Records for processing
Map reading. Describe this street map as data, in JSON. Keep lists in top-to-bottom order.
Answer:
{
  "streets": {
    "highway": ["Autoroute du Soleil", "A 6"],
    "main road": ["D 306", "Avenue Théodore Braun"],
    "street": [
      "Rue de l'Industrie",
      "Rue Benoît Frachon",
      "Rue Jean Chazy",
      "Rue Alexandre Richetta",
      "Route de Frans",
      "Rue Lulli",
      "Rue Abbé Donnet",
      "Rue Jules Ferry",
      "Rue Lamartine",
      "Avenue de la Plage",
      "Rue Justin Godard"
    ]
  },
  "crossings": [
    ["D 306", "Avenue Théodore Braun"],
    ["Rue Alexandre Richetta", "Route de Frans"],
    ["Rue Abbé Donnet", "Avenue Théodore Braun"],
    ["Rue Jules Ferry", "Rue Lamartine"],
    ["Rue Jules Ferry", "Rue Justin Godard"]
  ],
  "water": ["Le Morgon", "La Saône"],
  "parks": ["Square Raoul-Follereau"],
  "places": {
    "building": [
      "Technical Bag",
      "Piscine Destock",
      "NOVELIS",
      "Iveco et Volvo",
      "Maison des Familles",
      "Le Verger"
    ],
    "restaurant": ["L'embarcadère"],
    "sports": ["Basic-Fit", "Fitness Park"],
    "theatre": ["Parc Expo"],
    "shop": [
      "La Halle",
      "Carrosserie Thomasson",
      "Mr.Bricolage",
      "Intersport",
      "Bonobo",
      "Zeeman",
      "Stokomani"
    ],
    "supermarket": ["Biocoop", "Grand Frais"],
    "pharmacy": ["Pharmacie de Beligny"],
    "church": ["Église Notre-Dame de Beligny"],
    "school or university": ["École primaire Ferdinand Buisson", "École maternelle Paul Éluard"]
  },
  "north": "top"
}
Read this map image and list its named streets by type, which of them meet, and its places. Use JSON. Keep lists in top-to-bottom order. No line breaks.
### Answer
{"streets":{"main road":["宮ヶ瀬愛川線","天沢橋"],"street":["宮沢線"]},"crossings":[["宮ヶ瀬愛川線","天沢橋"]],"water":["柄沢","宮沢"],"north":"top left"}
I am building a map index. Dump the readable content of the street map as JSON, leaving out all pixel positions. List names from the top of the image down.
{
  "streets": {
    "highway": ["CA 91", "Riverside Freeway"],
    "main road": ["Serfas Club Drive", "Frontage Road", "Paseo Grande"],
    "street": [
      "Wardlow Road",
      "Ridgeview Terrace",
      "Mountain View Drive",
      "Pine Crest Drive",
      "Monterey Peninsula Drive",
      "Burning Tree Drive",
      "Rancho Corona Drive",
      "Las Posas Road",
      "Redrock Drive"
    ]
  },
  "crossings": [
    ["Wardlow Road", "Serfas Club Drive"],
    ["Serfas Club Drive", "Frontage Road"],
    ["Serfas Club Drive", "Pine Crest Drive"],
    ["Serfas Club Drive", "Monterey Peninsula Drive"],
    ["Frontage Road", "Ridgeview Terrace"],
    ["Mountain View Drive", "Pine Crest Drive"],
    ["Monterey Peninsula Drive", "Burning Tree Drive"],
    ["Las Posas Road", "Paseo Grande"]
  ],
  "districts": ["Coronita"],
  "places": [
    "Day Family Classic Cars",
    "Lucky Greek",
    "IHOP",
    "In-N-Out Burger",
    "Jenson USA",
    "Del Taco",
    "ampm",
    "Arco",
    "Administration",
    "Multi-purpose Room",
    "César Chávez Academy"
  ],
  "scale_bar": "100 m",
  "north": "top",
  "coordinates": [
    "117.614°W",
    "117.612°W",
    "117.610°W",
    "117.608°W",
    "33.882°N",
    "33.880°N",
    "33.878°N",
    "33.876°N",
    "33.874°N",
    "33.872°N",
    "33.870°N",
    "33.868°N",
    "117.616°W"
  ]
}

Work request
Tell how many lines above include "Pine", and add no other text.

Expected output
3